To do: Output range, inclusive: from the line containing "display:grid; place-items:center; width:50px;" to the line containing "display:flex; gap:10px; margin-top:auto;". Restate those lines from the data below word for word and only those.

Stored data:
▼▼▼

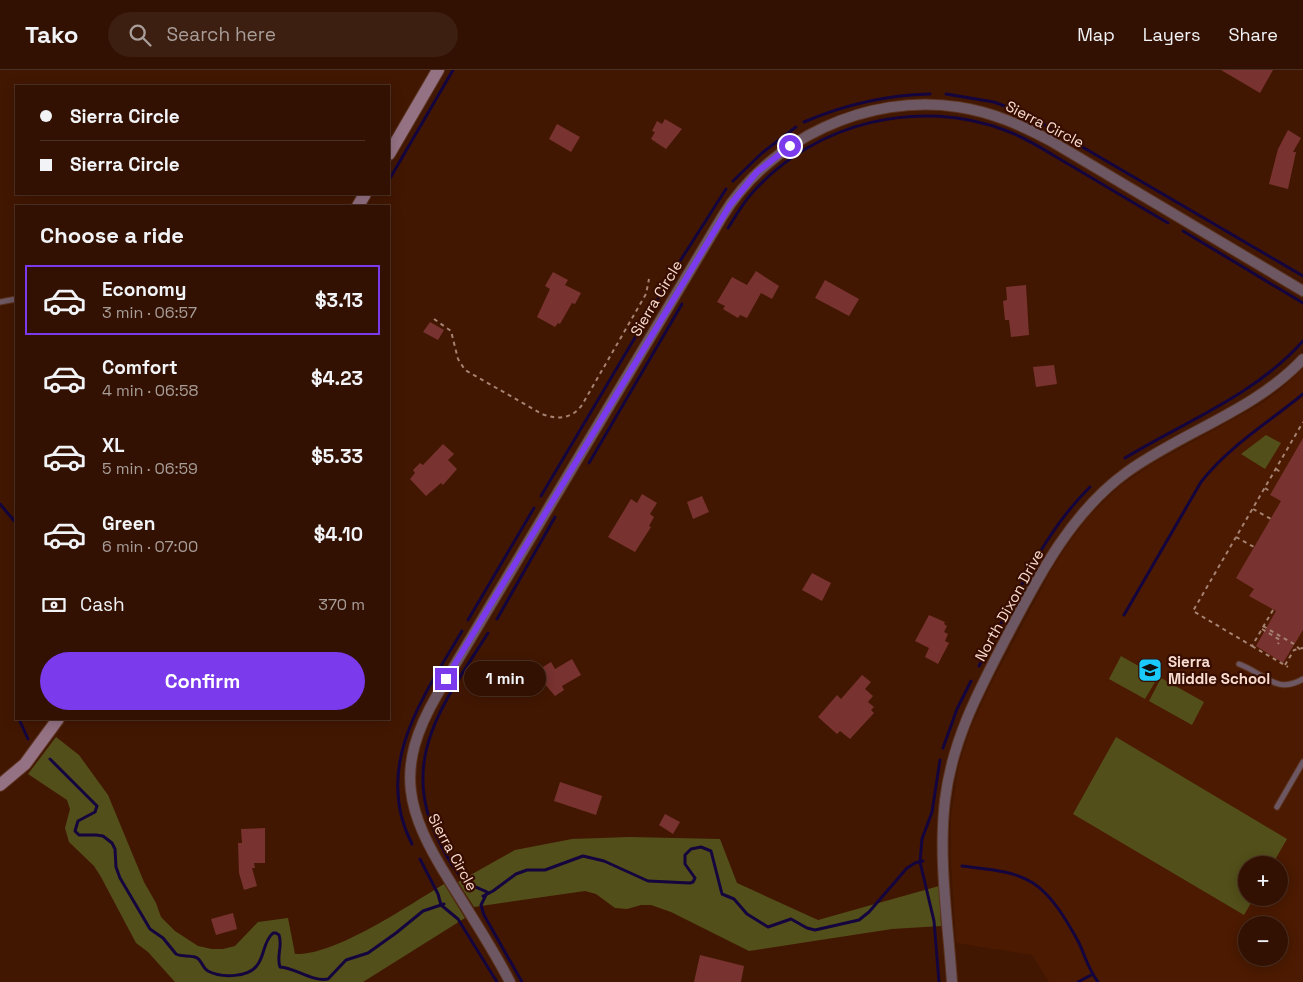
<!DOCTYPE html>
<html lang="en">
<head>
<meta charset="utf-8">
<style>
	body { margin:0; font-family:"Space Grotesk",sans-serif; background:#3d1f11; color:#f1f3f6; height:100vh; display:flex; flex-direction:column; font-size:19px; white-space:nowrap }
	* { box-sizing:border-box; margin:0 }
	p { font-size:16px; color:#a89d99 }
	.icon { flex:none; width:28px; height:28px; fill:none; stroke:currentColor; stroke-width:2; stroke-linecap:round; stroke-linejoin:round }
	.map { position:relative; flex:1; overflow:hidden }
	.side { position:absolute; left:15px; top:135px; width:375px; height:515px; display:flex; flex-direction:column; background:#321102; border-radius:0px; box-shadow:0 2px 12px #0003,0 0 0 1px #4d3124 }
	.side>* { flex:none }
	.banner { position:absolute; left:15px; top:15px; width:375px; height:110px; border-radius:0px; box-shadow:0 2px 12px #0003,0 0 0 1px #4d3124; display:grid; align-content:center; height:110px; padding:0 25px; background:#321102 }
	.tools { position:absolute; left:1238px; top:786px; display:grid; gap:10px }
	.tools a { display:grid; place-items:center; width:50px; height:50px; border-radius:50%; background:#321102; box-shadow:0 2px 12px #0003,0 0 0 1px #4d3124; font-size:25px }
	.end { position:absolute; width:22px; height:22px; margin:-11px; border:6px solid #7c3aed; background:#fff; box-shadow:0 0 0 2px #fff }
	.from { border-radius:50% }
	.bubble { position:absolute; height:35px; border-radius:18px; background:#321102; box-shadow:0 2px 12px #0003,0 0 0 1px #4d3124; font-size:16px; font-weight:700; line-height:35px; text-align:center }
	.banner b { display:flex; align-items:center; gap:18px; height:48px; font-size:19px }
	.banner b+b { border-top:1px solid #4d3124 }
	.banner i { width:12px; height:12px; background:#f1f3f6 }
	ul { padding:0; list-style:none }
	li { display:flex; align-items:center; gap:15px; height:70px; margin:0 10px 8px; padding:0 15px; border:2px solid transparent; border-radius:0px }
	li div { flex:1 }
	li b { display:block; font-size:19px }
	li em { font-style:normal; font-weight:700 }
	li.active { border-color:#7c3aed }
	li>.icon { width:45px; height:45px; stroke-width:1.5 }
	h2 { padding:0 25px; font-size:22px; line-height:60px }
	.pay { display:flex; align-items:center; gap:12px; height:55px; padding:0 25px; font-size:19px }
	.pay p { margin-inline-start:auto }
	.button { display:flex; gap:10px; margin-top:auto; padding:10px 25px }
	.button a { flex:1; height:58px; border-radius:30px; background:#7c3aed; color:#fff; font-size:20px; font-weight:700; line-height:58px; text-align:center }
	header { display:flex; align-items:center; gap:30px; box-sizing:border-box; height:70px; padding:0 25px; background:#321102; border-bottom:1px solid #4d3124 }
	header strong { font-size:24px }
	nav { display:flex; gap:28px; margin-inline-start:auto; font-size:18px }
	.search { width:350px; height:45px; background:#3d1f11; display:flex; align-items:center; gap:12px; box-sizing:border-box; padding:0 18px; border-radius:28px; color:#a89d99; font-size:19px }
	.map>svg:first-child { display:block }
	.built { fill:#4b1a00; fill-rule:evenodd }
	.green { fill:#534f1a }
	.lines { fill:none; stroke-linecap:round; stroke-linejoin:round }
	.stream { stroke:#14053e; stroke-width:3 }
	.building { fill:#78322f }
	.service-casing { stroke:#5c331f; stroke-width:7 }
	.minor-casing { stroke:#5c331f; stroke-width:12 }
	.secondary-casing { stroke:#5c331f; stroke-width:14 }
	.path { stroke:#a68272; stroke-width:2; stroke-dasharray:4 4; stroke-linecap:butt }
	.service { stroke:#6c5762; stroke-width:5 }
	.minor { stroke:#6c5762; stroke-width:10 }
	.secondary { stroke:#947284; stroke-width:12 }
	.route { stroke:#7c3aed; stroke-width:6 }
	.labels { text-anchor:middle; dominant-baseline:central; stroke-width:4.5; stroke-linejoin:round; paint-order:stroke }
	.street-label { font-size:15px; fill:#faddd1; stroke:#370d00 }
	.poi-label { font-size:15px; font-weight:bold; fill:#faddd1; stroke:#370d00; text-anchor:start }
</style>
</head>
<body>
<header>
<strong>Tako</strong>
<div class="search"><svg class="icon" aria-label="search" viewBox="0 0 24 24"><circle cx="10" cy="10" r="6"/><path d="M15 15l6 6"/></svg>Search here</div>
<nav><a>Map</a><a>Layers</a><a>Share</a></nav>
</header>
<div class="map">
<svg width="1303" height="912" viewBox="0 0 1303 912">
	<rect width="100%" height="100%" fill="#421702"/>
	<path class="built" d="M1303,298V912H1049L1032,885L956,873L951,791V747L958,698L970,660L990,616L1052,499L1066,477L1088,447L1120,416L1152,394L1261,334L1279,321ZM1246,795H1279V828H1246ZM1246,855H1279V888H1246Z"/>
	<g class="green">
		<polygon points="1266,365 1281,373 1265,399 1241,384"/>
		<polygon points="1121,586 1158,607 1145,629 1109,609"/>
		<polygon points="1161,608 1204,632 1192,655 1149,631"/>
		<path d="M56,667L79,685L108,725L144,812L156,833L161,847L175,861L198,876L212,879H223L235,876L258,852L288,848L295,884C335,886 409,835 444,814L465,848L363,912H175L148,882L136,873L101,807L94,796L69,772L65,758L70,739L67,730L28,704Z"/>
		<polygon points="1116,667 1287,769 1272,795 1246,795 1246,828 1254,828 1244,845 1073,744"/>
		<polygon points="629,767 720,769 737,813 818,850 939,816 941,856 892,859 749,881 671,842 651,835 641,835 627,839 615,838 596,824 585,821 474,837 458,812 515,780 572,769"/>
	</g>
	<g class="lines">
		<g class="stream">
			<polyline points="946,24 994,32 1026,44 1303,206"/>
			<path d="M804,52C846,34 885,25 930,24"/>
			<polyline points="389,110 453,0"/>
			<polyline points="733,111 762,83 796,57"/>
			<path d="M728,158C736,146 743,132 754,121C816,52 920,27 1007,61C1029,69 1049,83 1070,95C1102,114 1135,134 1168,153"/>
			<polyline points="1183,161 1303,233"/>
			<polyline points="668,210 726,119"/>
			<path d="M1125,388C1186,351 1255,325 1303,271"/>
			<polyline points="589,393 682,234"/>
			<polyline points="541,426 662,222"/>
			<polyline points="0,434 16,453"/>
			<path d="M1124,545L1201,412C1229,376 1268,353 1303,324"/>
			<polyline points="497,549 555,447"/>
			<polyline points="468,550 534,438"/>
			<path d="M998,559C1025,509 1049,457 1090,417"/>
			<path d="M488,563C445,631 396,691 440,773C446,785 455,802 465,811C471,816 482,819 489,823"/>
			<polyline points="979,596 990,575"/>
			<polyline points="16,616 16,643"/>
			<polyline points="19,649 28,669"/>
			<polyline points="943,678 957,639 971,611"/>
			<path d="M50,689L97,736L95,742L78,751L75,761L79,765H96L103,766L112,773L115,779L116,797L120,808L150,859L163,868L176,884C182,887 188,885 195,887C202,889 202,898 208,901C221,908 250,908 258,894C265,884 263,872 273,863H276L279,865C283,876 276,886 280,897C296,898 312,912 328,909L346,890L368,883L396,863L423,841L444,834"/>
			<path d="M412,774C372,696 424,626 462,561"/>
			<polyline points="420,789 438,824 441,835 458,849 497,912"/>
			<path d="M962,796C985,799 1013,800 1033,813C1052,825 1067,851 1078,871C1085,885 1088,899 1098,912"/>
			<polyline points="486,825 481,835 484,845 522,912"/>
			<polyline points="483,826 493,821 516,804 527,800 545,800 583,786 604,791 648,811 690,813 693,812 695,808 685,794 685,785 691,779 701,777 711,781 722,824 734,829 747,844 768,857 791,849 807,858 815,860 859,850 869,842 907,798 915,793 923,791"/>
			<polyline points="939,912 934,851 920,792 922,769 932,742 940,690"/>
			<polyline points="1078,912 1093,904"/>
		</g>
	</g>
	<g class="building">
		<polygon points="1221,0 1273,0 1260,23"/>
		<polygon points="665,49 682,59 666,79 651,69 655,62 652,61 657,51 662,54"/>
		<polygon points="557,54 580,67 571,82 549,69"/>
		<polygon points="1288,60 1301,68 1293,82 1296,82 1288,119 1269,114 1278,79"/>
		<polygon points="756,201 779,216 772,229 761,223 747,248 740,245 738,248 723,239 725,236 717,232 732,207 747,215"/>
		<polygon points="553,202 568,210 565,215 581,223 575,234 572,233 560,254 558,253 555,257 537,247 550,219 545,216"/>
		<polygon points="825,210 859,229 849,246 815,228"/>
		<polygon points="1026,215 1029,265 1011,267 1009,250 1005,250 1003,231 1007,230 1006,217"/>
		<polygon points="430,252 444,260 438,270 423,262"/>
		<polygon points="1054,295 1057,314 1036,317 1033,297"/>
		<polygon points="1303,368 1303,560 1283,593 1256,576 1276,541 1249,526 1254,519 1236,508 1281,431 1270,425"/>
		<polygon points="443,374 454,384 448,390 457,399 443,415 441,413 426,426 410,409 415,403 413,400 420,393 423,395"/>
		<polygon points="642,424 657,433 650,444 654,447 649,456 651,457 635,482 608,467 631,429 637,433"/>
		<polygon points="702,426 709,442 693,449 687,432"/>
		<polygon points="812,503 831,513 822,531 802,520"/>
		<polygon points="929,545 945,552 944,554 947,556 944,562 948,564 945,571 949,573 938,594 925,587 929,578 915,571"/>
		<polygon points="572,589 581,605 562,616 564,620 555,626 544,613 541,615 533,603 551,592 555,599"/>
		<polygon points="862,605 871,612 865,619 873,626 868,632 874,637 871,640 874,643 850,669 840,661 837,664 818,647 837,625 841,629"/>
		<polygon points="560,712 602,726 596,745 554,731"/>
		<polygon points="665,744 680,752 673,764 659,755"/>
		<polygon points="265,758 265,793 254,793 255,798 252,798 257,816 244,820 239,803 238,773 242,773 241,759"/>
		<polygon points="233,843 237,859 216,865 211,849"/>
		<polygon points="700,885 744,896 741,912 694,912"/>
	</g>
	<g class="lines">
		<g class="service-casing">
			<g id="service">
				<polyline points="0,232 16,229"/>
				<path d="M1239,594C1264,603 1276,625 1303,609"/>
				<polyline points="1277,737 1303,692"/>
			</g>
		</g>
		<g class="minor-casing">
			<g id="minor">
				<path d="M510,912C492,877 470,844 449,810C406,741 394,699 437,625L722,147C769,69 868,23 958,37C992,42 1021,55 1051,71L1303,221"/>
				<path d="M952,912C948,852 938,789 945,730C952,671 978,622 1005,570C1037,509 1070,443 1127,402C1184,361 1254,341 1303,289"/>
			</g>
		</g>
		<g class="secondary-casing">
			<g id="secondary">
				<polyline points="389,84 438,0"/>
				<polyline points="358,136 365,124"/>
				<polyline points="0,715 25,694 58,649"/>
			</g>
		</g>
		<g class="path">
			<path d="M434,249L451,261L458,289L465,300L542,344C557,350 572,349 582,335L646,224L649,209"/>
			<polyline points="1276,399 1282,403"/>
			<polyline points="1265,418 1271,422"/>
			<polyline points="1253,439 1271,449"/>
			<polyline points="1236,467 1254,477"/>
			<polyline points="1273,540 1252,576 1193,541 1303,352"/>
			<polyline points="1263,556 1294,574 1303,582"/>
			<polyline points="1262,559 1280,570 1278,574"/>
			<polyline points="1252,576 1288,597"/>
			<polyline points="1285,595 1294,580 1303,578"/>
		</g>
		<use href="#service" class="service"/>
		<use href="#minor" class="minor"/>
		<use href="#secondary" class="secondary"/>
	</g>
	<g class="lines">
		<polyline class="route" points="446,609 730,135 757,102 790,76"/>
	</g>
	<defs>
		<g id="school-square" transform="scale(1.25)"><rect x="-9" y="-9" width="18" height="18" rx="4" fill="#1bcafc" stroke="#370d00"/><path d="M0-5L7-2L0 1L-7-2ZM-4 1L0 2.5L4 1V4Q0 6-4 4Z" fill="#111"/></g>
	</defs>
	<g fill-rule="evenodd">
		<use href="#school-square" x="1150" y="600"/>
	</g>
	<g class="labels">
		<g class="street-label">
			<text transform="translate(1045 54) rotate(27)">Sierra Circle</text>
			<text transform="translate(656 228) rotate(-59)">Sierra Circle</text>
			<text transform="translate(1009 535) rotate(-61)">North Dixon Drive</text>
			<text transform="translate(453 782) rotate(61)">Sierra Circle</text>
		</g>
		<g class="poi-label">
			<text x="1168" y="591">Sierra<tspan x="1168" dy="17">Middle School</tspan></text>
		</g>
	</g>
</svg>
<div class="tools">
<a>+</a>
<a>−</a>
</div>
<i class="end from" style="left:790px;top:76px"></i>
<i class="end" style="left:446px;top:609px"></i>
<div class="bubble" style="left:464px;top:591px;width:82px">1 min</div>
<div class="banner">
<b><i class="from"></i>Sierra Circle</b>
<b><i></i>Sierra Circle</b>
</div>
<section class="side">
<h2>Choose a ride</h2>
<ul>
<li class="active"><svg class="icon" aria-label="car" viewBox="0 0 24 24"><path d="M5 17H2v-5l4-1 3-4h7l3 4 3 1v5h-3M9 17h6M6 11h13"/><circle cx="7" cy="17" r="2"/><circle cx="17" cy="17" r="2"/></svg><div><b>Economy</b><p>3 min · 06:57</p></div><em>$3.13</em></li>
<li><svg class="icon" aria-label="car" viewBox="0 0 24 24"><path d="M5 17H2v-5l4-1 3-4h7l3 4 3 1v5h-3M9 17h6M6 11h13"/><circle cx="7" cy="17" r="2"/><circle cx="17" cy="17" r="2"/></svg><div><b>Comfort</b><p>4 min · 06:58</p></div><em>$4.23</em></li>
<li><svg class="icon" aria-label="car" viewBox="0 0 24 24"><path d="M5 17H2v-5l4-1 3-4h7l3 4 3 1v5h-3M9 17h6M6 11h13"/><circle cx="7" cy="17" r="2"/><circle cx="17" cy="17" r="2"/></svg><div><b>XL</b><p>5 min · 06:59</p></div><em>$5.33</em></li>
<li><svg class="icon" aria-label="car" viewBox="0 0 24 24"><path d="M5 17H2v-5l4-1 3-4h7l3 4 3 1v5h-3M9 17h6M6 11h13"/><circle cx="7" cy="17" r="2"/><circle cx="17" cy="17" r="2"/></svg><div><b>Green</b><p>6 min · 07:00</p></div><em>$4.10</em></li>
</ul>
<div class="pay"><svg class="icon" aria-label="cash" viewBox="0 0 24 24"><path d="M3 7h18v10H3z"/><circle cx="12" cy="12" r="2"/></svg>Cash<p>370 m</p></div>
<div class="button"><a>Confirm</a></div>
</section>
</div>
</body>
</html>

▲▲▲

Answer space:
	.tools a { display:grid; place-items:center; width:50px; height:50px; border-radius:50%; background:#321102; box-shadow:0 2px 12px #0003,0 0 0 1px #4d3124; font-size:25px }
	.end { position:absolute; width:22px; height:22px; margin:-11px; border:6px solid #7c3aed; background:#fff; box-shadow:0 0 0 2px #fff }
	.from { border-radius:50% }
	.bubble { position:absolute; height:35px; border-radius:18px; background:#321102; box-shadow:0 2px 12px #0003,0 0 0 1px #4d3124; font-size:16px; font-weight:700; line-height:35px; text-align:center }
	.banner b { display:flex; align-items:center; gap:18px; height:48px; font-size:19px }
	.banner b+b { border-top:1px solid #4d3124 }
	.banner i { width:12px; height:12px; background:#f1f3f6 }
	ul { padding:0; list-style:none }
	li { display:flex; align-items:center; gap:15px; height:70px; margin:0 10px 8px; padding:0 15px; border:2px solid transparent; border-radius:0px }
	li div { flex:1 }
	li b { display:block; font-size:19px }
	li em { font-style:normal; font-weight:700 }
	li.active { border-color:#7c3aed }
	li>.icon { width:45px; height:45px; stroke-width:1.5 }
	h2 { padding:0 25px; font-size:22px; line-height:60px }
	.pay { display:flex; align-items:center; gap:12px; height:55px; padding:0 25px; font-size:19px }
	.pay p { margin-inline-start:auto }
	.button { display:flex; gap:10px; margin-top:auto; padding:10px 25px }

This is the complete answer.